## What this task involves
Everything from the line with "Quick job: Read" to the end of the data below, both lines included, should be transcribed exactly; please omit the pictures.

··· Material supplied

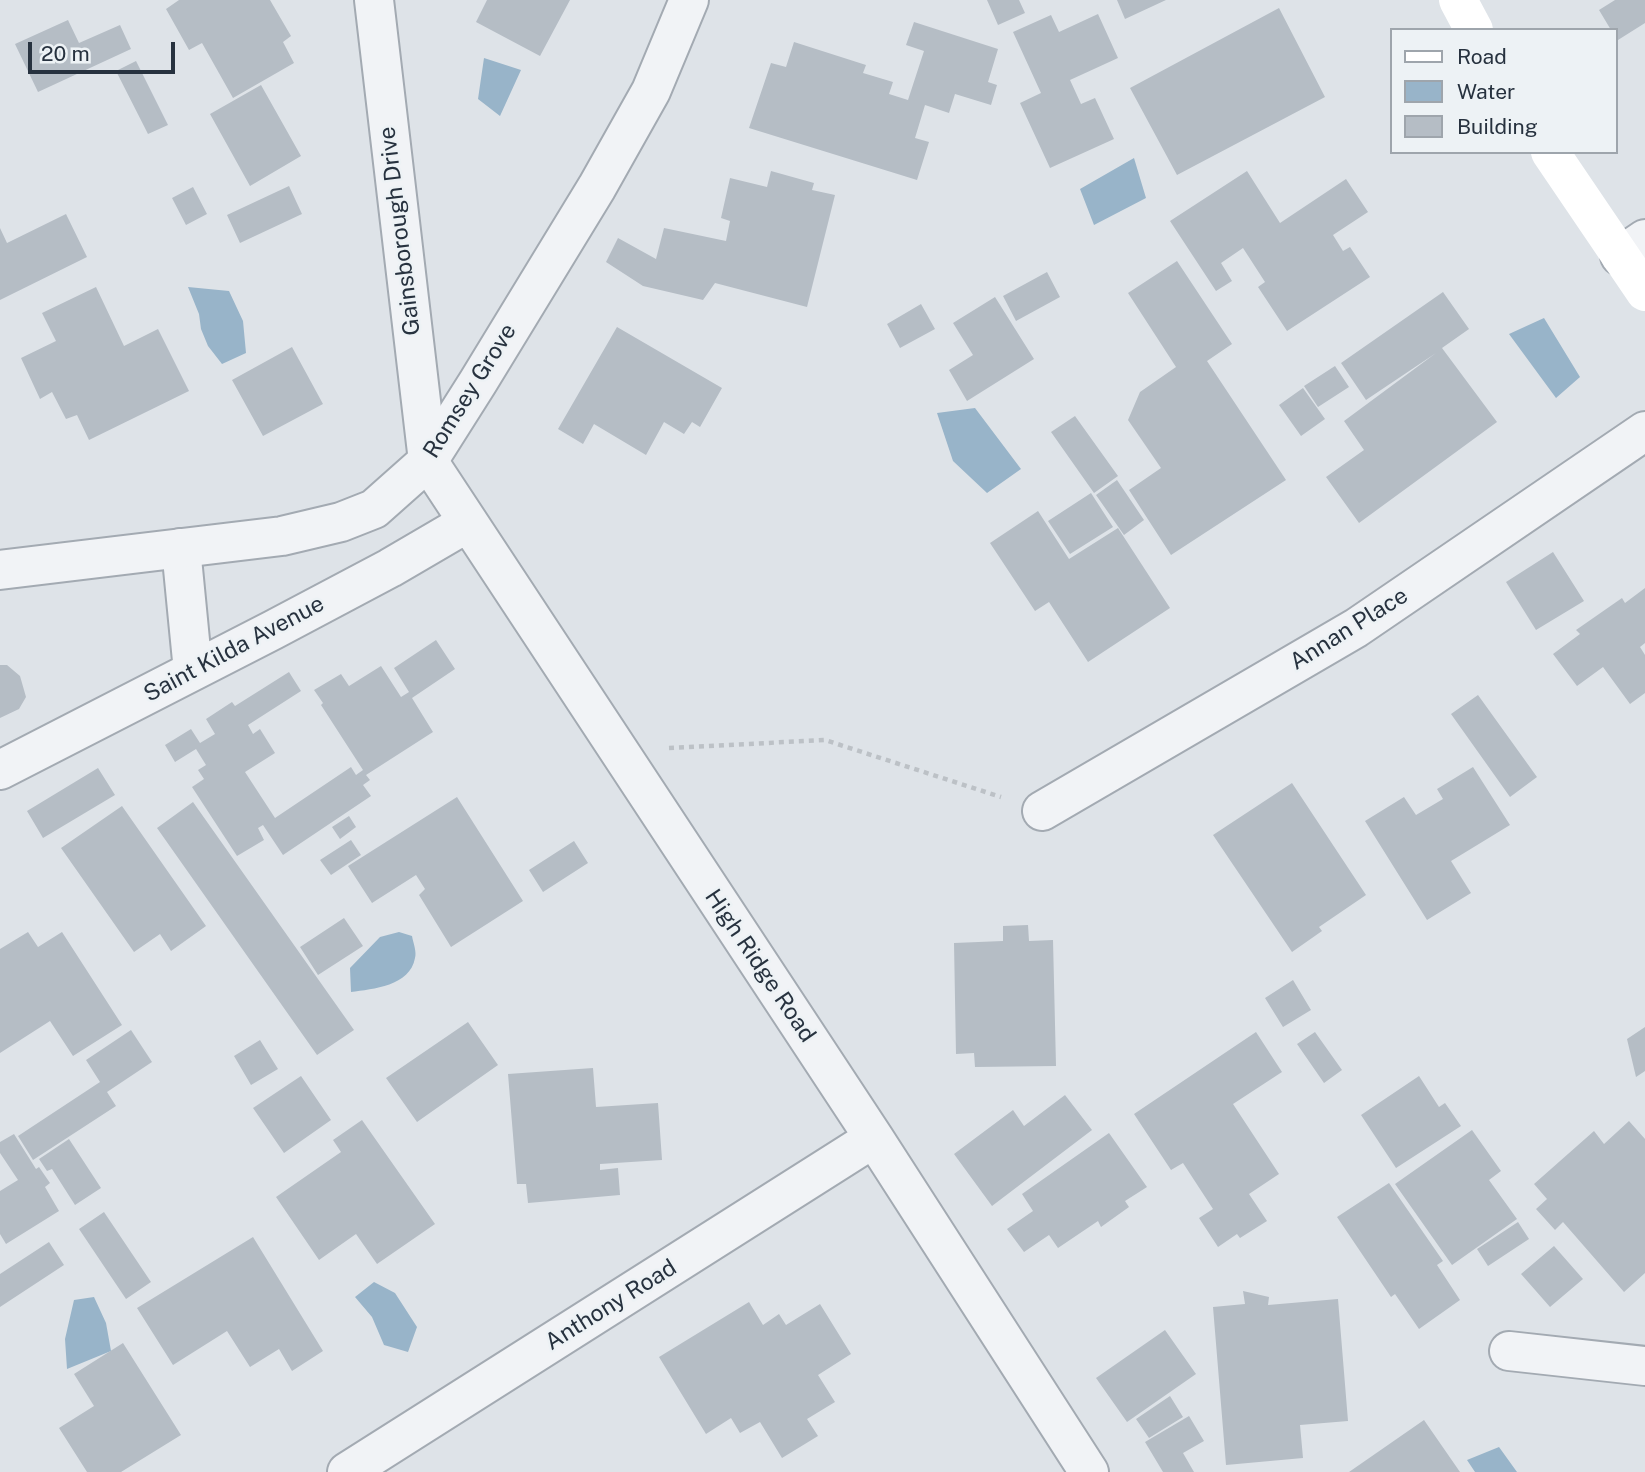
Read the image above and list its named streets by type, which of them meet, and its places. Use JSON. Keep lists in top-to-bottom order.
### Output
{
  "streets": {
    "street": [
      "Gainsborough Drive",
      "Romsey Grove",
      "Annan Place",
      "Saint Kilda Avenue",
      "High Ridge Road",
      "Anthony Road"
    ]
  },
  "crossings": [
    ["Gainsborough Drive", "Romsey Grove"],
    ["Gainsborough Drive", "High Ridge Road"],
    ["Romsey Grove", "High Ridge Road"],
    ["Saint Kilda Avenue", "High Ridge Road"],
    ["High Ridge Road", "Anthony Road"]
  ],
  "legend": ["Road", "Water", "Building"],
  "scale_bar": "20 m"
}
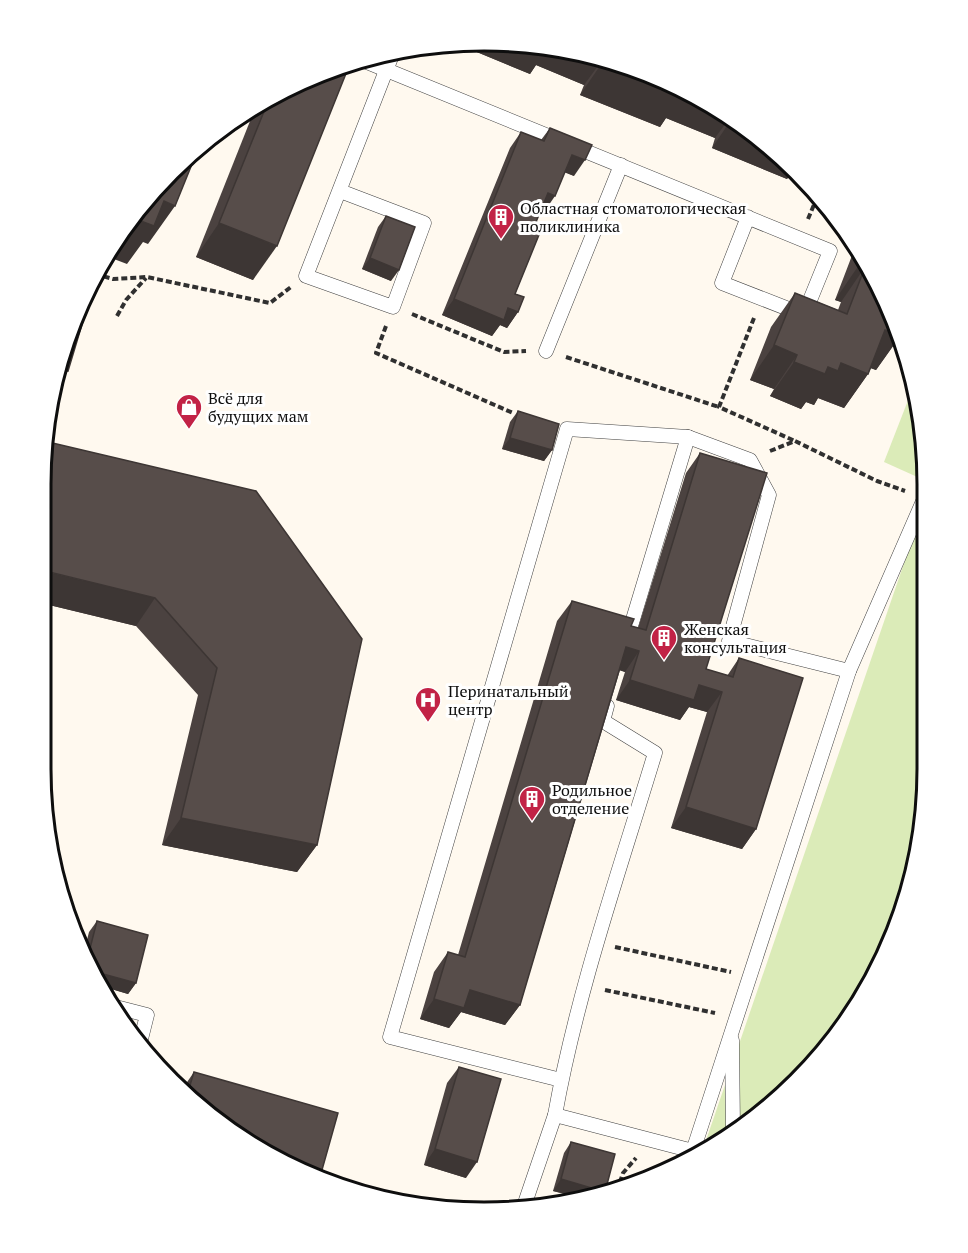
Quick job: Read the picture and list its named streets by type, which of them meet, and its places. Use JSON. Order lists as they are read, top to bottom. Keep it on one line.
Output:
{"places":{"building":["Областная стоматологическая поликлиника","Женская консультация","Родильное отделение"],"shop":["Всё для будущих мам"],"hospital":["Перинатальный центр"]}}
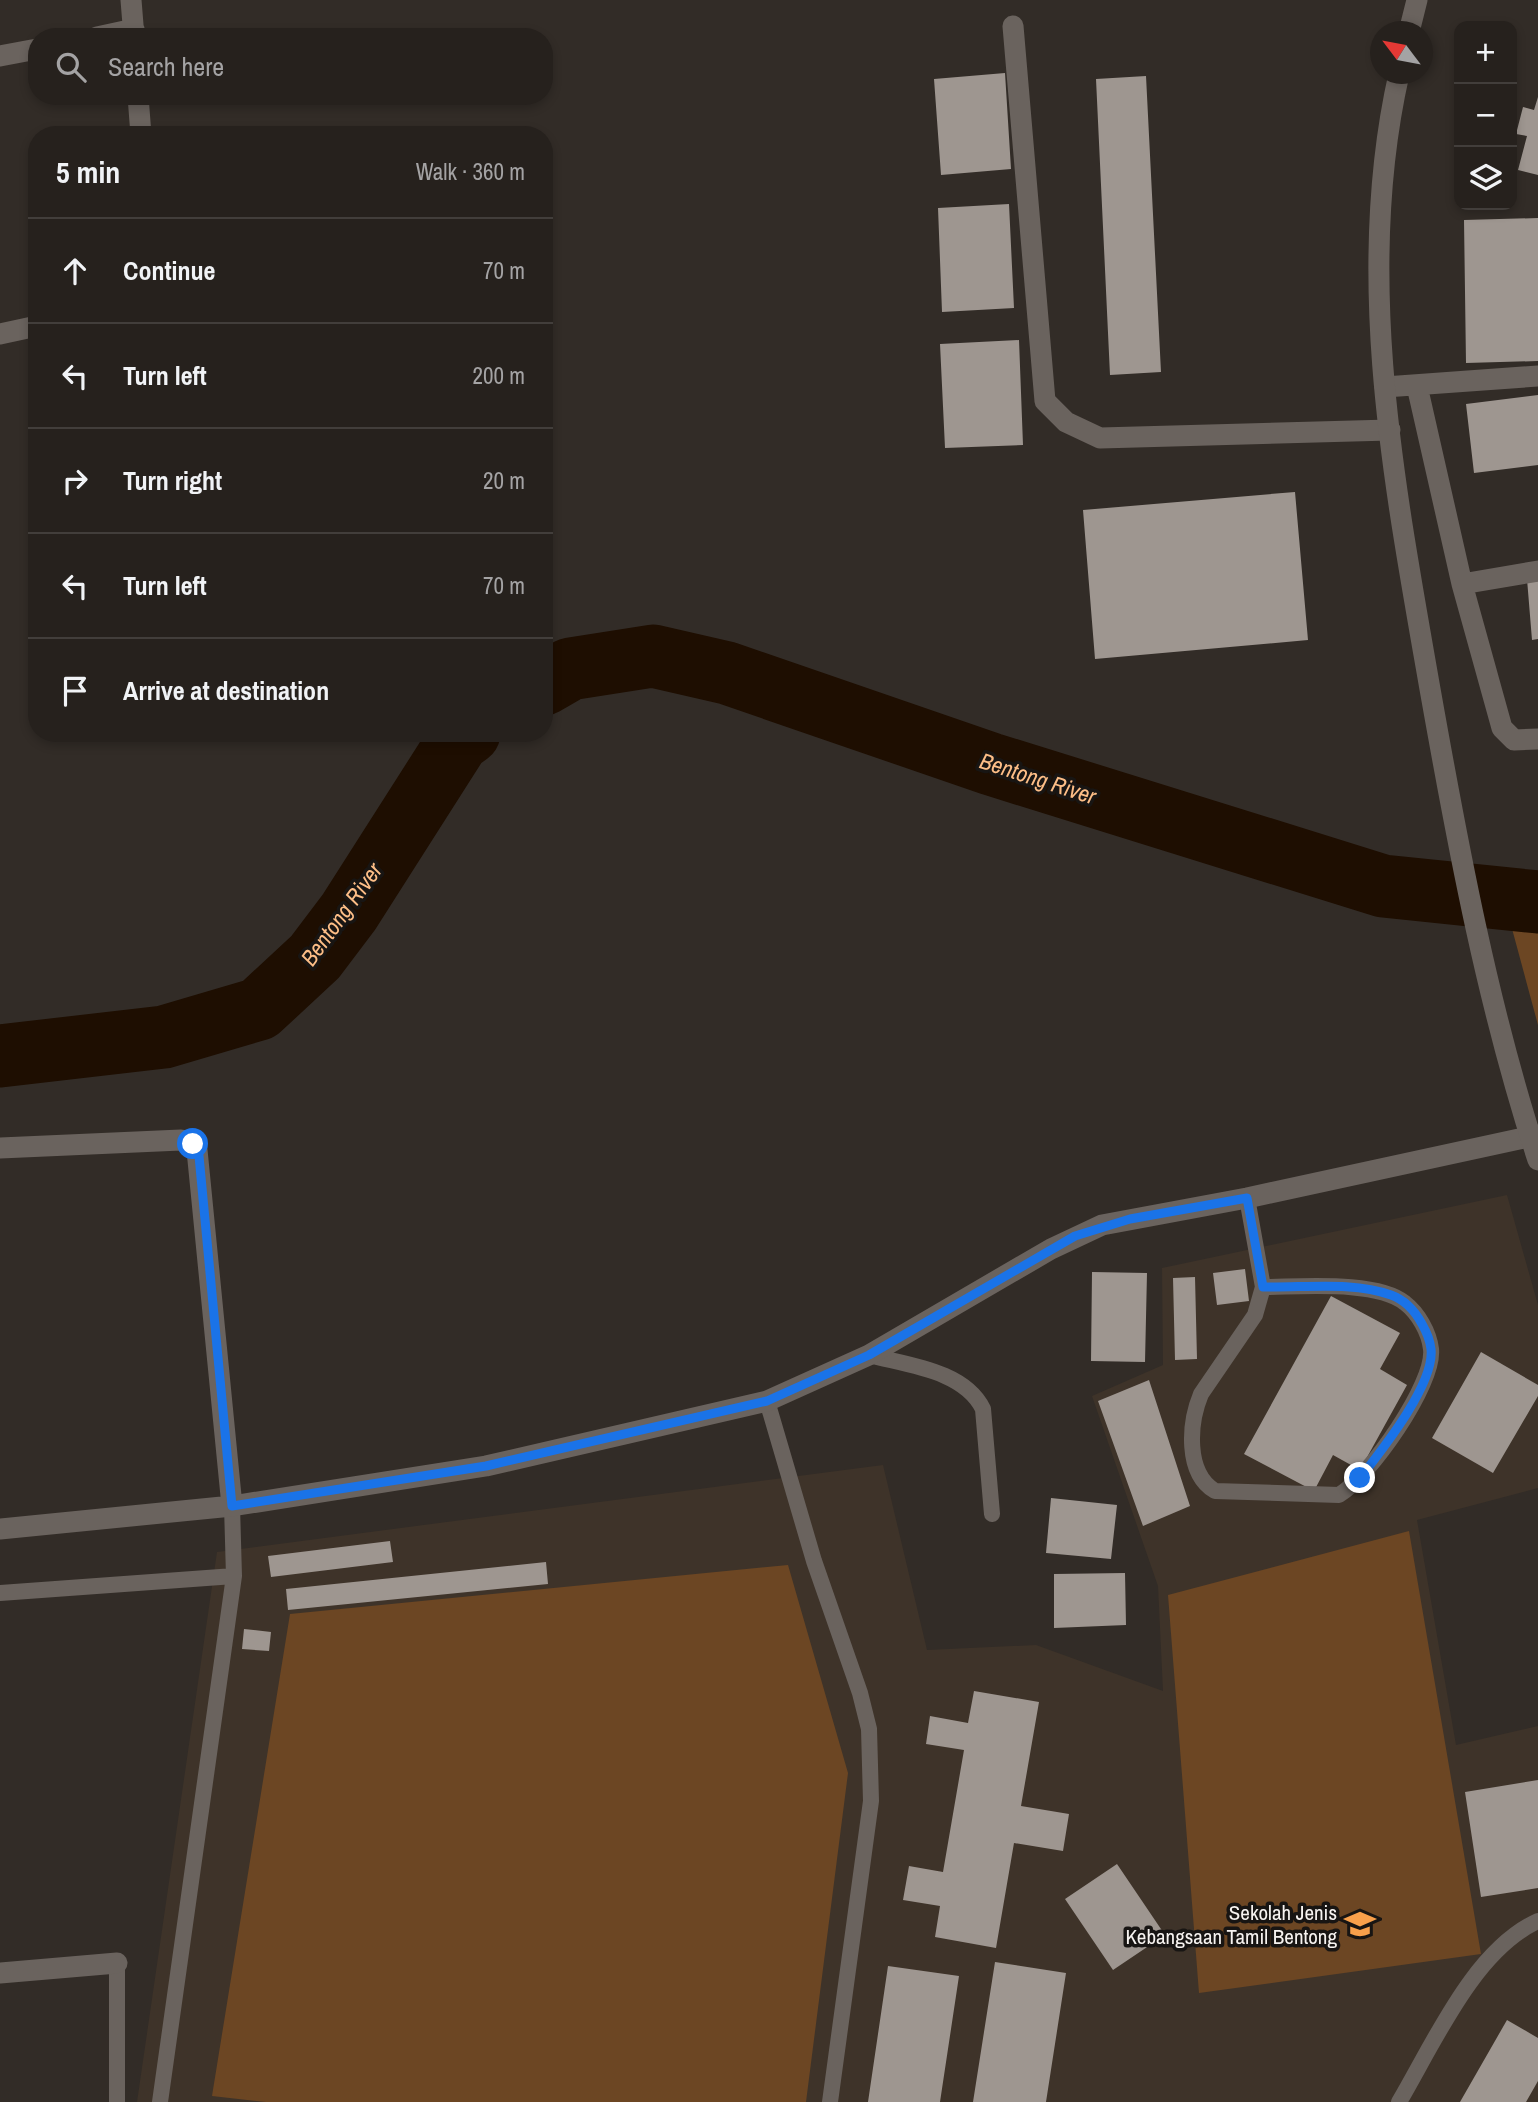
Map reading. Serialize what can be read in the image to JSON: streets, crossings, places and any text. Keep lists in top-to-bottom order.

······

## Task response
Quick job: Read the picture and list its named streets by type, which of them meet, and its places. Use JSON. Order lists as they are read, top to bottom. Keep it on one line.
Output:
{"places":{"building":["Областная стоматологическая поликлиника","Женская консультация","Родильное отделение"],"shop":["Всё для будущих мам"],"hospital":["Перинатальный центр"]}}
Map reading. Serialize what can be read in the image to JSON: streets, crossings, places and any text. Keep lists in top-to-bottom order.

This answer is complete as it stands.